Several methodological challenges associated with patient reported outcome research need to be considered when planning and implementing clinical trials involving fatigue symptoms (and other patient-reported outcomes). First, it is necessary to select an instrument that covers the relevant range of the continuum of the targeted construct, in this case fatigue. For example, Kleinman et al.16 found that the FSS items covered the lower (i.e., most impaired) part of the fatigue continuum, while the SF-36 vitality scale covered the middle of the continuum. A mismatch between the instrument and symptom severity experienced by the patient population might result in a failure to detect treatment effects because of floor and ceiling effects. Second, the psychometric qualities (i.e., reliability, validity) of the selected fatigue measure needs to be acceptable, especially responsiveness, in the patient population.19 An instrument with poor psychometric properties will be less likely to be able to detect treatment effects, if the treatment is actually effective. In addition, practical issues, such as respondent burden and patient acceptance, must be examined.15
Finally, it is important that patients and clinicians be blinded to treatment. Maintaining the patient blind is important for all patient-reported outcome studies, but is most critical for relatively brief studies and interventions (i.e., 2 to 6 weeks), as in the Theal et al. study.13 Although the Theal study was blinded, there is some indication that the blind was less effectively maintained in the second phase of the cross-over design. While blinding is important in all studies, it may result in fewer patient-related biases in reporting symptom and HRQL outcomes for long-term studies, as it is difficult for subjects to maintain reports on improving symptoms over the long term if in fact these changes are not actually being experienced.
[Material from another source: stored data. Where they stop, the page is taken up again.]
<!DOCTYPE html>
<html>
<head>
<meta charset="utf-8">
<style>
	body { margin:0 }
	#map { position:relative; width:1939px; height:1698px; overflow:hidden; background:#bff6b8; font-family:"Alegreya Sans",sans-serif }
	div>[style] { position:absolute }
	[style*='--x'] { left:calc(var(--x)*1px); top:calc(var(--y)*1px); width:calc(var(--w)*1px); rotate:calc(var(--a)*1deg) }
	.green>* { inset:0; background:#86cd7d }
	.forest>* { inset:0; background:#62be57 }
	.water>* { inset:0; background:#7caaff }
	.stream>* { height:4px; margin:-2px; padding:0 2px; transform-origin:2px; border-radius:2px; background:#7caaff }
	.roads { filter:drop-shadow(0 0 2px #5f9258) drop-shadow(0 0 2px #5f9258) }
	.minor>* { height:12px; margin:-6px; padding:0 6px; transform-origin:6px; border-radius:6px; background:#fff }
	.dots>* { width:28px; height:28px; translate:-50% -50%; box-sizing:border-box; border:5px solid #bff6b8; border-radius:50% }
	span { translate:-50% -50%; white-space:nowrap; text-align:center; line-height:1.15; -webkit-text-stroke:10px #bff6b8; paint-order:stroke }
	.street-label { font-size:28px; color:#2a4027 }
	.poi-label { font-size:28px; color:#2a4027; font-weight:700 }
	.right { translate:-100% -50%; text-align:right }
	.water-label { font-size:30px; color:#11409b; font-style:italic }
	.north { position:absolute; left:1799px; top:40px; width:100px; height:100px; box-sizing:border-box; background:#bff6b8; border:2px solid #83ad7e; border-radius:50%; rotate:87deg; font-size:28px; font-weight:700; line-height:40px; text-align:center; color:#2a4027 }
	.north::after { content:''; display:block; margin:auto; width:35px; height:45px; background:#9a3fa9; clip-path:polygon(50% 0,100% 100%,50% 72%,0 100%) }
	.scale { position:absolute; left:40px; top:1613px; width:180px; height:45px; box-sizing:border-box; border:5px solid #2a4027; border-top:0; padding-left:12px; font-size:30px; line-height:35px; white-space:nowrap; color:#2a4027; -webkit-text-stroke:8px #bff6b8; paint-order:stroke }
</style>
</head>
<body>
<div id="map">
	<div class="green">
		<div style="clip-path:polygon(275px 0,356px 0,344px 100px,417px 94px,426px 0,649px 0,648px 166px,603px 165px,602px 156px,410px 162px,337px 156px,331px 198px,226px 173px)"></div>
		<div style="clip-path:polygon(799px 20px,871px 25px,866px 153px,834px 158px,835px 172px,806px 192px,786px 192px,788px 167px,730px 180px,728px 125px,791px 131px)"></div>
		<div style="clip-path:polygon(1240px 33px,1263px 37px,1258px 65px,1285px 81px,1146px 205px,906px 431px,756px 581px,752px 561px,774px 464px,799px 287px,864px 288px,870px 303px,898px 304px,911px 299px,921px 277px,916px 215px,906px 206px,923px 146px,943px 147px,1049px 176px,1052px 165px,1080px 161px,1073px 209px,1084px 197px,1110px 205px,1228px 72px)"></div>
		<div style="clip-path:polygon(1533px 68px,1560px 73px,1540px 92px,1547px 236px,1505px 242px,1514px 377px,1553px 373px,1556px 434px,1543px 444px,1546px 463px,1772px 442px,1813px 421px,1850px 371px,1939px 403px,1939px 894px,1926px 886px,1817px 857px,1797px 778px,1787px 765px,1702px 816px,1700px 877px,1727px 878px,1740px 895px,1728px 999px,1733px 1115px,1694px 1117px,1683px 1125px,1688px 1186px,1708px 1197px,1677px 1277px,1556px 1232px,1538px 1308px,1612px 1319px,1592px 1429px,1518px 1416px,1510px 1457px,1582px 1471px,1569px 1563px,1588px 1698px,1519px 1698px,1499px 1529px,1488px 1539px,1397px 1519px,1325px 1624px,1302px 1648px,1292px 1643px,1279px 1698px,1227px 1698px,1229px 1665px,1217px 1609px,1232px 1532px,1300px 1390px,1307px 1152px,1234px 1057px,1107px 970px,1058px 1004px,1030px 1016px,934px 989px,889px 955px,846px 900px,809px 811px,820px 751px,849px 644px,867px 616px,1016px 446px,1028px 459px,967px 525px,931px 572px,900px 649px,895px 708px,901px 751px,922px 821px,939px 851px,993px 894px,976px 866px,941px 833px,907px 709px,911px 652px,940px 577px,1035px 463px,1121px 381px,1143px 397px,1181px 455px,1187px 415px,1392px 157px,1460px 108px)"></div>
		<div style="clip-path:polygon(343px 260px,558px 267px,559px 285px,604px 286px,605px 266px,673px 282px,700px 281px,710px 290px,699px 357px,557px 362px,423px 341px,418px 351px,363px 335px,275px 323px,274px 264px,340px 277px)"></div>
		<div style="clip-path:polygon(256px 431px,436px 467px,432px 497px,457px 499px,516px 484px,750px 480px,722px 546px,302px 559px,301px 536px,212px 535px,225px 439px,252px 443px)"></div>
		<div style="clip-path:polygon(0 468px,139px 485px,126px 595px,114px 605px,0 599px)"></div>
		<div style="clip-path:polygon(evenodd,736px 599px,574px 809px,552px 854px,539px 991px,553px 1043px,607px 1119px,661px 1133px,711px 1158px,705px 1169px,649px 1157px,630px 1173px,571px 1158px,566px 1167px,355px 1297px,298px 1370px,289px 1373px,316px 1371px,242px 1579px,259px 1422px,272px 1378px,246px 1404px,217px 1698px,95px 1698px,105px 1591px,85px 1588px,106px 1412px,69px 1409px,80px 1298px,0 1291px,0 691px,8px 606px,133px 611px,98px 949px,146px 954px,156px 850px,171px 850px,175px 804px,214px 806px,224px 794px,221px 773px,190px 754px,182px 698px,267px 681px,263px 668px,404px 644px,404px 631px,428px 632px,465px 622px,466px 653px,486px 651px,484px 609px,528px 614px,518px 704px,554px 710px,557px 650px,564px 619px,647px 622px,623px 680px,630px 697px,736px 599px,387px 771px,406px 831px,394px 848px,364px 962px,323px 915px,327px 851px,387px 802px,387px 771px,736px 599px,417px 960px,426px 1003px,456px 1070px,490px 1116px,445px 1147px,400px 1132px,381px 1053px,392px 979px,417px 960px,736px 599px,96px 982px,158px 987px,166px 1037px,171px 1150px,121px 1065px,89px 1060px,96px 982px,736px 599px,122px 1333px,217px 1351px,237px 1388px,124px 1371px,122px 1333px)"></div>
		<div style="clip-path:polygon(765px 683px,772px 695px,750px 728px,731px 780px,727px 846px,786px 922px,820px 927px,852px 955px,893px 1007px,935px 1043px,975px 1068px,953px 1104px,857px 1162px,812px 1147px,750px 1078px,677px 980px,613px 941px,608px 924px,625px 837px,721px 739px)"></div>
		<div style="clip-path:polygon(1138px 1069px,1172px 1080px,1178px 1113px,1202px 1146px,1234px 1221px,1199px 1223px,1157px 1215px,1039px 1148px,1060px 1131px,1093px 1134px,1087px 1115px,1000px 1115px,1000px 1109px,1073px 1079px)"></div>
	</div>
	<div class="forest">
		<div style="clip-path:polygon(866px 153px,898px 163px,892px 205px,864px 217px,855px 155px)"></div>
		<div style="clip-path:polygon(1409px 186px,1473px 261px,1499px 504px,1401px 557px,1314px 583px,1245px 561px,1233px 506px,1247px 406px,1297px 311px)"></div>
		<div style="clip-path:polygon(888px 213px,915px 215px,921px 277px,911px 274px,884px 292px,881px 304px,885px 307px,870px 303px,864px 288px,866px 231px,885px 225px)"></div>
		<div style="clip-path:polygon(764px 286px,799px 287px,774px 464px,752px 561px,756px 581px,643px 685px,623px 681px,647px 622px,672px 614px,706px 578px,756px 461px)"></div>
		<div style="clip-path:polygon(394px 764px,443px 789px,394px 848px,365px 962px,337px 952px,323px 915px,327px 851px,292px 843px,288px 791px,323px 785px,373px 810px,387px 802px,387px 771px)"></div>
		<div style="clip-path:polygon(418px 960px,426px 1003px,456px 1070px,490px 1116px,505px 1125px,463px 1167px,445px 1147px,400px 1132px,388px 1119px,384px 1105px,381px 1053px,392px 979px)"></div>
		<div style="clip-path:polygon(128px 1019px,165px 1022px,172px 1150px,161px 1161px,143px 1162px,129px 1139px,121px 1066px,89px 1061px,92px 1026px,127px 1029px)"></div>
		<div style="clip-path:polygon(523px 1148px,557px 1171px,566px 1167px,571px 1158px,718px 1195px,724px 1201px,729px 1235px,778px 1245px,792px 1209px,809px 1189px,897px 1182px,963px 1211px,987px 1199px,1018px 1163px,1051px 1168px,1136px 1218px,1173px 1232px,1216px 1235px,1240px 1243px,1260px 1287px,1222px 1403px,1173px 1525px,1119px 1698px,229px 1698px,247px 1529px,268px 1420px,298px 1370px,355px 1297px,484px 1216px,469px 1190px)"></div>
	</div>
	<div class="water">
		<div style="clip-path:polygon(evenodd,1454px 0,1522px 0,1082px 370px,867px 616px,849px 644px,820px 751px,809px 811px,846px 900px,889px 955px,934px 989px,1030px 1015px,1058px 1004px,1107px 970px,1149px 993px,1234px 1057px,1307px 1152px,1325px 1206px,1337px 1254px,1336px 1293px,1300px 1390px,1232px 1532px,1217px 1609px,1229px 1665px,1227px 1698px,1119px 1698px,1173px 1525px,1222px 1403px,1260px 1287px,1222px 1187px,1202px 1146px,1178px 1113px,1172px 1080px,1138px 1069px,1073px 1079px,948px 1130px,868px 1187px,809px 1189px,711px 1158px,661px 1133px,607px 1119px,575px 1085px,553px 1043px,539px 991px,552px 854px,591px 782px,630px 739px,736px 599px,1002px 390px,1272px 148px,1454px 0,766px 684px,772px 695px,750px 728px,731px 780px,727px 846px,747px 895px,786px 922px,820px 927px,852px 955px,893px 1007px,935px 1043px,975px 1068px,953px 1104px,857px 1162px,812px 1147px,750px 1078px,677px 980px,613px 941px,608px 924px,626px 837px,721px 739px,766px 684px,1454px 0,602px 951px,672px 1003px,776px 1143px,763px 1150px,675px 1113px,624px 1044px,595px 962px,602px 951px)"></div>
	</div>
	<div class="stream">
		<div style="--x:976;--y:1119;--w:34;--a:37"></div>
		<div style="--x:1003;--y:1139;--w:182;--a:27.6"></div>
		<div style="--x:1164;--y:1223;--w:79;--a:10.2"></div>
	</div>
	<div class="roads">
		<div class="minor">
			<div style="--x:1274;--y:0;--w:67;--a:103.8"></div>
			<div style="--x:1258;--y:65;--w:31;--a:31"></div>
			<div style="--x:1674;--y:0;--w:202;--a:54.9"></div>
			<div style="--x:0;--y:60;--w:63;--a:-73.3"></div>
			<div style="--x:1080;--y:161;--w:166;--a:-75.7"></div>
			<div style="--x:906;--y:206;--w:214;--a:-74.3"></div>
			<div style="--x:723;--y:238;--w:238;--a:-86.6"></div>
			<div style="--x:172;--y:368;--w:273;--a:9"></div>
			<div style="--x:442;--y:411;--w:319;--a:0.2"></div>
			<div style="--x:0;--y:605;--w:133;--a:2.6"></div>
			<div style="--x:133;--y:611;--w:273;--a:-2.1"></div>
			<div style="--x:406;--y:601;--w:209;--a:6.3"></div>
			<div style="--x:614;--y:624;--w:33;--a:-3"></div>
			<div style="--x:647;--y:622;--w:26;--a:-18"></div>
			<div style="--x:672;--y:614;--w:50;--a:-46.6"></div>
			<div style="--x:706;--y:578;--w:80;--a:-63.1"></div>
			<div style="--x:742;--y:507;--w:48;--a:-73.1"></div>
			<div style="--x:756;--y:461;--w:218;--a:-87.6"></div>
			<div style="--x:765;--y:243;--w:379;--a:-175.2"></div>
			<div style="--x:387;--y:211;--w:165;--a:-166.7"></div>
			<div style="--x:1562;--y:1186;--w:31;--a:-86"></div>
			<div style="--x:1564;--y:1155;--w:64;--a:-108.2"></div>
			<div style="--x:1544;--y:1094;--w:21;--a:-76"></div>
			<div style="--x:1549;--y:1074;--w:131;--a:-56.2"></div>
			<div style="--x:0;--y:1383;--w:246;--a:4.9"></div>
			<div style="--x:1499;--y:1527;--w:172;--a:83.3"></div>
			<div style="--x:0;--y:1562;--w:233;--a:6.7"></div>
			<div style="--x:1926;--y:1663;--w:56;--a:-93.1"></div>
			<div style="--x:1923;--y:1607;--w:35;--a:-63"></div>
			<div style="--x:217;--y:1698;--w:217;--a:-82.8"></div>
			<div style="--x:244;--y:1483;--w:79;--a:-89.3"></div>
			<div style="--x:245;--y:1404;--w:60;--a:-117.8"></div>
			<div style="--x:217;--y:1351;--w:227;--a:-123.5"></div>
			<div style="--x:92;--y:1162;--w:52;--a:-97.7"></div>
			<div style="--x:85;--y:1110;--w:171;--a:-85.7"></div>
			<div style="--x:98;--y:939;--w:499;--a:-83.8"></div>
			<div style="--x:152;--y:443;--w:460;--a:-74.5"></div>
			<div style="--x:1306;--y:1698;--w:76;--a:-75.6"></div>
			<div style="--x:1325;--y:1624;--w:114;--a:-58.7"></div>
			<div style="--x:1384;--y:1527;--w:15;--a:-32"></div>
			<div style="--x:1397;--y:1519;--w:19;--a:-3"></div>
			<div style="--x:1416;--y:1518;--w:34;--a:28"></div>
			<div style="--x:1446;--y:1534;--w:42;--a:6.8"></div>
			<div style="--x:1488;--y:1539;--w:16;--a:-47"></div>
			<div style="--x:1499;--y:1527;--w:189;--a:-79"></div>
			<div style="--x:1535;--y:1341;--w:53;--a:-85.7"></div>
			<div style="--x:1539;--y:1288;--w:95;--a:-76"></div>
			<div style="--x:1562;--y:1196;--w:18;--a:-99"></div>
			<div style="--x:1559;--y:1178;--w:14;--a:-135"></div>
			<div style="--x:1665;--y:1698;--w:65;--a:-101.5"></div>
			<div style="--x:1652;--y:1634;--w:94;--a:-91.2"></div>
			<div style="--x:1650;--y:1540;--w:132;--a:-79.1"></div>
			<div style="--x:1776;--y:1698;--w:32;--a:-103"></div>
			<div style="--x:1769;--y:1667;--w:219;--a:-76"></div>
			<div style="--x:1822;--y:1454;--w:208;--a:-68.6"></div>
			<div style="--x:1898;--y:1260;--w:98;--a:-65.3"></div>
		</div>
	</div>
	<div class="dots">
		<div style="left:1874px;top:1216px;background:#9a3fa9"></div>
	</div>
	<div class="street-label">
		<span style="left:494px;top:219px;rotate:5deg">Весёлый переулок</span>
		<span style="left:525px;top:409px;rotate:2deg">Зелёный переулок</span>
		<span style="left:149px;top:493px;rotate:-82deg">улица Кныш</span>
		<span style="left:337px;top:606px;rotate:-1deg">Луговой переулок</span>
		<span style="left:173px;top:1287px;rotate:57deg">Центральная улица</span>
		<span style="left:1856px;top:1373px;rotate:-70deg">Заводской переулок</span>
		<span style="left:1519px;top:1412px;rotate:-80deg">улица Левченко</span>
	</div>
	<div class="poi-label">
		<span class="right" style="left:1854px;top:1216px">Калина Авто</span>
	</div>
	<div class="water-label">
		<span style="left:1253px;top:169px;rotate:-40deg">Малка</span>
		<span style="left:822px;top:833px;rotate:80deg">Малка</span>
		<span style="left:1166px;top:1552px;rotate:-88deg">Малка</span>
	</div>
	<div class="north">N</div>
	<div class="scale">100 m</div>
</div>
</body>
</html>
In summary, symptoms of fatigue can be assessed reliably and validly in patients with PBC and other chronic liver diseases. The literature of clinical trials in chronic hepatitis C clearly demonstrated the ability of several fatigue measures to differentiate the effects of different treatments and to demonstrate improvements associated with sustained viral response.14 The failure of the Theal et al. study to demonstrate consistent results of ondansetron in treating fatigue in PBC patients may have been attributable to the effects of the randomized, crossover design, unblind of the active treatment, insufficient washout period between treatment periods, or the lack of efficacy of ondansetron. It is unlikely that the results were due to the poor measurement of symptoms of fatigue. Patient-reported outcomes provide useful and meaningful insights into the effectiveness of treatments targeted at those medical conditions, such as fatigue, where no laboratory or physiological measures are available.